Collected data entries

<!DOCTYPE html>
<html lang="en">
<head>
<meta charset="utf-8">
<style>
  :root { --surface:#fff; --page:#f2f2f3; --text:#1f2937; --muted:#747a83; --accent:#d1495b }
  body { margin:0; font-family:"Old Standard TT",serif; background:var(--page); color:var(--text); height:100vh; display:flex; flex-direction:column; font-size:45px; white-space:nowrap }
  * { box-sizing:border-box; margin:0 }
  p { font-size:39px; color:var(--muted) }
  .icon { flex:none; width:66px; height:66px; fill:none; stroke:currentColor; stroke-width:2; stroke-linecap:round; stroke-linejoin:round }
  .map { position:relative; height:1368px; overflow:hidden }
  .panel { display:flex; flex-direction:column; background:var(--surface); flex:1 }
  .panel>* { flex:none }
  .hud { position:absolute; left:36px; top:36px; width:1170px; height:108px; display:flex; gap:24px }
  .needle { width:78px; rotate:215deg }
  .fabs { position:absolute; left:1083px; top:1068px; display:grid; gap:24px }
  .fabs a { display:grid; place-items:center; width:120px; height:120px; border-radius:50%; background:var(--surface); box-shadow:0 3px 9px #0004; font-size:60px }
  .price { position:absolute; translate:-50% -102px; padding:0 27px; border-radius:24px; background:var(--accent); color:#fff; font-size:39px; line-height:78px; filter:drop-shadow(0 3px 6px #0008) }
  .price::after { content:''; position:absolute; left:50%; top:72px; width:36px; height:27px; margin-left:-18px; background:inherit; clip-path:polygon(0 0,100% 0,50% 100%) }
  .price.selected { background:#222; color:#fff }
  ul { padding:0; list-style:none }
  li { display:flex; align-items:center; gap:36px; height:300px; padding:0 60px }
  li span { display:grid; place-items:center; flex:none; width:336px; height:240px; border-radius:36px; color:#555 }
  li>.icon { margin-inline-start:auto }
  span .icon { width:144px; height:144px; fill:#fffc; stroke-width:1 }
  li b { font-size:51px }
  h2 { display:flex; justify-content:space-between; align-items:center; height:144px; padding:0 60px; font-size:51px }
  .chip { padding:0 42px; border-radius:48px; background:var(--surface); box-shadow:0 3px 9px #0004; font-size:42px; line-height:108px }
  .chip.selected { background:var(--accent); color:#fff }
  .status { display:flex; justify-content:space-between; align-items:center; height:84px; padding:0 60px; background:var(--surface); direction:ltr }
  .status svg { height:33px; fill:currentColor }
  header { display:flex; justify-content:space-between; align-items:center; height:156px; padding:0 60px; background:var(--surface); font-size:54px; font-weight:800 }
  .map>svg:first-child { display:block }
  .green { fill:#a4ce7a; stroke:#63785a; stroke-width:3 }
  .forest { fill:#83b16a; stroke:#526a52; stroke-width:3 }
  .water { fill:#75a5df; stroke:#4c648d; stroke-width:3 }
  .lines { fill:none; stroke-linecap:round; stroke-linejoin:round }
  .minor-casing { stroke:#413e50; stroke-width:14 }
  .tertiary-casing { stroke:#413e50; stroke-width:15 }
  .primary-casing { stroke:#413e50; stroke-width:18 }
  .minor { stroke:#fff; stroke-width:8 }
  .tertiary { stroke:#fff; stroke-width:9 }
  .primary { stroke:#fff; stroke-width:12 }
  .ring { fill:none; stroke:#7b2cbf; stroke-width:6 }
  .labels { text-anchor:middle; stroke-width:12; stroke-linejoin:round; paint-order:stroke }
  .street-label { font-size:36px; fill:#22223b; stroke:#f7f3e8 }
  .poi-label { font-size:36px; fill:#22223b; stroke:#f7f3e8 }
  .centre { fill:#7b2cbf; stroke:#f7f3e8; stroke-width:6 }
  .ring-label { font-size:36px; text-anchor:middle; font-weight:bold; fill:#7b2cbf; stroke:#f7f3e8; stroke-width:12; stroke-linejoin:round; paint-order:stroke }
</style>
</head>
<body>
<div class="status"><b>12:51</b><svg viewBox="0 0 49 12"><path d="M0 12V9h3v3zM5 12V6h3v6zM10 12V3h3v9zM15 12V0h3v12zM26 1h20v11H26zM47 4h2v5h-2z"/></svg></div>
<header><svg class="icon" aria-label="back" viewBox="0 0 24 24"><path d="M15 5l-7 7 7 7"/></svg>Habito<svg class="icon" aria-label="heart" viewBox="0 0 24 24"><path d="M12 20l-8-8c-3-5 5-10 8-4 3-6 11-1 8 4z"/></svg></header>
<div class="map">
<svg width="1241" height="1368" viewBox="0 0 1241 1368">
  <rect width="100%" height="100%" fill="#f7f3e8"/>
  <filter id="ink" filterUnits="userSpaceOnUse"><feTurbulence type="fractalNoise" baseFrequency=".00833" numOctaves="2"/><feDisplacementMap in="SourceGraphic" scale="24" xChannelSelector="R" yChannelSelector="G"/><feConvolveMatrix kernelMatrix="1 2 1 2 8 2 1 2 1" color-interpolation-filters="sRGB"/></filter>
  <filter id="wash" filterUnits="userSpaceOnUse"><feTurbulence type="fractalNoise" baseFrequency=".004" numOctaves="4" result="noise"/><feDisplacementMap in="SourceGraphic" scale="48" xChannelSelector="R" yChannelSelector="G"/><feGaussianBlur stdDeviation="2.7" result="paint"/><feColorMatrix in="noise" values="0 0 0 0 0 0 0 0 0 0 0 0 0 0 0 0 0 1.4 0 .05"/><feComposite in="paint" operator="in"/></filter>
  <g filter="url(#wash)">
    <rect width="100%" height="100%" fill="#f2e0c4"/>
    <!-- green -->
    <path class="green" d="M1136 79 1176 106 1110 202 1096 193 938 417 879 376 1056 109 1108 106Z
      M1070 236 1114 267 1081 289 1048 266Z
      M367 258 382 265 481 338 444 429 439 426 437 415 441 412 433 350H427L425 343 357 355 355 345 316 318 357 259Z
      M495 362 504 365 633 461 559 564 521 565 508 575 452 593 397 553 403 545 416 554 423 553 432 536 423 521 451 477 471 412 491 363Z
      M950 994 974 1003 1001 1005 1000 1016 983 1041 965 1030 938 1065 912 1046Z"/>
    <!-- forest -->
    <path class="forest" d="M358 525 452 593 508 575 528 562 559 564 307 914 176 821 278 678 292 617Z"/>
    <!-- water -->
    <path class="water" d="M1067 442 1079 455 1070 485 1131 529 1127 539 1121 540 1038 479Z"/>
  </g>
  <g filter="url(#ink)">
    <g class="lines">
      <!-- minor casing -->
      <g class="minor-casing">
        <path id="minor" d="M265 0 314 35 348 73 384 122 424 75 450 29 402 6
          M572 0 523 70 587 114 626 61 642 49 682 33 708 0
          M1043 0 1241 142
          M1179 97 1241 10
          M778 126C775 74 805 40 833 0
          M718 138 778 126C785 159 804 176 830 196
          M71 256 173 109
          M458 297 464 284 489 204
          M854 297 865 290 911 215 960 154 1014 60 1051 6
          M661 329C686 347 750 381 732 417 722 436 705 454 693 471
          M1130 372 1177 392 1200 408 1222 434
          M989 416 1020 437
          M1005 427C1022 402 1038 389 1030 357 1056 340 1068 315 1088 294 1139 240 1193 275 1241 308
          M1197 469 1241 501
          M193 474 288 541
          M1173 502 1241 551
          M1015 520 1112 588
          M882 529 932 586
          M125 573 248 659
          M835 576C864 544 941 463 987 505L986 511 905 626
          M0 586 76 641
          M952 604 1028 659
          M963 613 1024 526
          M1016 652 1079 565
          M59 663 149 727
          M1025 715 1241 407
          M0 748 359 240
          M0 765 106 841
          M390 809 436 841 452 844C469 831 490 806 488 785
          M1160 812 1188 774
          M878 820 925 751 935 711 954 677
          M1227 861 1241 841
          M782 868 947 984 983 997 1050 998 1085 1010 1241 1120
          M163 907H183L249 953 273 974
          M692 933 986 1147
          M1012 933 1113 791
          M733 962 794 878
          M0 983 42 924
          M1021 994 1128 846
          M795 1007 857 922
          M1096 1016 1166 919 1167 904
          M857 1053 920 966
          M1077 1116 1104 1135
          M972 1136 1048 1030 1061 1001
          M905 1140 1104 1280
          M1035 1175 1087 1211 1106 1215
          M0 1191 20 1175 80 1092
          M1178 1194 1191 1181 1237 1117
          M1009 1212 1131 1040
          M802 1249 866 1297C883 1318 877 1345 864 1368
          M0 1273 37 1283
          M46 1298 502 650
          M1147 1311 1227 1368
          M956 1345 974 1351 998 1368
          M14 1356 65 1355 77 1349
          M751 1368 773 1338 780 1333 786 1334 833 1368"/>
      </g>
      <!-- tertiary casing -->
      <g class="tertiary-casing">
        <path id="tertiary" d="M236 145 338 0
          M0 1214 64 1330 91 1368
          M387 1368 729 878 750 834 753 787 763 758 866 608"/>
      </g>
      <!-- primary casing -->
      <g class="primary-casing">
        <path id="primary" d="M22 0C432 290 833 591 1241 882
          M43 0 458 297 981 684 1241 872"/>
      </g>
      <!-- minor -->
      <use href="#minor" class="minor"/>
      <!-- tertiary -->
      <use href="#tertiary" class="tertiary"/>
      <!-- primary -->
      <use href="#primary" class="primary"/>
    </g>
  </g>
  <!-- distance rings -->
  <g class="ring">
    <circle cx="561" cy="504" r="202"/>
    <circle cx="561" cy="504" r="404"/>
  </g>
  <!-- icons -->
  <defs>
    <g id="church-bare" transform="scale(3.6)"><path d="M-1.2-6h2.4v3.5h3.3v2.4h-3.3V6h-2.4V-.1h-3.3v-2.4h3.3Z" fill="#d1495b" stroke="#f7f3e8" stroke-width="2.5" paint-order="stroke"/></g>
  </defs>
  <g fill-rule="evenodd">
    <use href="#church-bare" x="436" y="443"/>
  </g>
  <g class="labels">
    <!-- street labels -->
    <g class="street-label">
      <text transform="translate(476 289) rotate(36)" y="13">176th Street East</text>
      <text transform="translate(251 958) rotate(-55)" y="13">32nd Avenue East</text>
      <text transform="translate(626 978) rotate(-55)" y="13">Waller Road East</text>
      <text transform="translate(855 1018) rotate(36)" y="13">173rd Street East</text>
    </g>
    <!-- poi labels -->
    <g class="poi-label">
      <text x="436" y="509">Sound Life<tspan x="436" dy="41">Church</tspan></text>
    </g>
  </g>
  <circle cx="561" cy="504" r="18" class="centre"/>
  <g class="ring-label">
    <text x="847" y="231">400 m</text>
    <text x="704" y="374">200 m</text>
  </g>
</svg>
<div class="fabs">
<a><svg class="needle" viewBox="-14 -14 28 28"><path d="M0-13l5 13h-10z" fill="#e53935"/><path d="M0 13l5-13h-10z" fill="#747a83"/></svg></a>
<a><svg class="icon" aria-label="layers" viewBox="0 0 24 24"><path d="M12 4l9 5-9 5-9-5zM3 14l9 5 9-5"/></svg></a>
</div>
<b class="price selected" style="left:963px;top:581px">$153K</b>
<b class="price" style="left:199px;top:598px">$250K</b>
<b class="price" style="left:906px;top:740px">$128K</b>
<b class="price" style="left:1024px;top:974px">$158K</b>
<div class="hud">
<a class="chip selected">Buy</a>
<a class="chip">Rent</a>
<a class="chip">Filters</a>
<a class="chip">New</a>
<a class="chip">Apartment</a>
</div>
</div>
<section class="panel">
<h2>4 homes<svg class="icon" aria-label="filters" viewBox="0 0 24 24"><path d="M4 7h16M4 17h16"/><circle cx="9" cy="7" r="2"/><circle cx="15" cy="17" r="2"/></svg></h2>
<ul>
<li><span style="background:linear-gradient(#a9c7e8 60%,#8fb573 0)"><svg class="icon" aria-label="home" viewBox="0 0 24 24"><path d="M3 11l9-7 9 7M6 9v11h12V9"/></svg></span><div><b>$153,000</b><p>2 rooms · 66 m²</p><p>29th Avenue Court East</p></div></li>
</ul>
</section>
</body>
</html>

• _Action item_
Which lines of the data above contain "body"? Copy each one.

• _Exercise solution_
  body { margin:0; font-family:"Old Standard TT",serif; background:var(--page); color:var(--text); height:100vh; display:flex; flex-direction:column; font-size:45px; white-space:nowrap }
<body>
</body>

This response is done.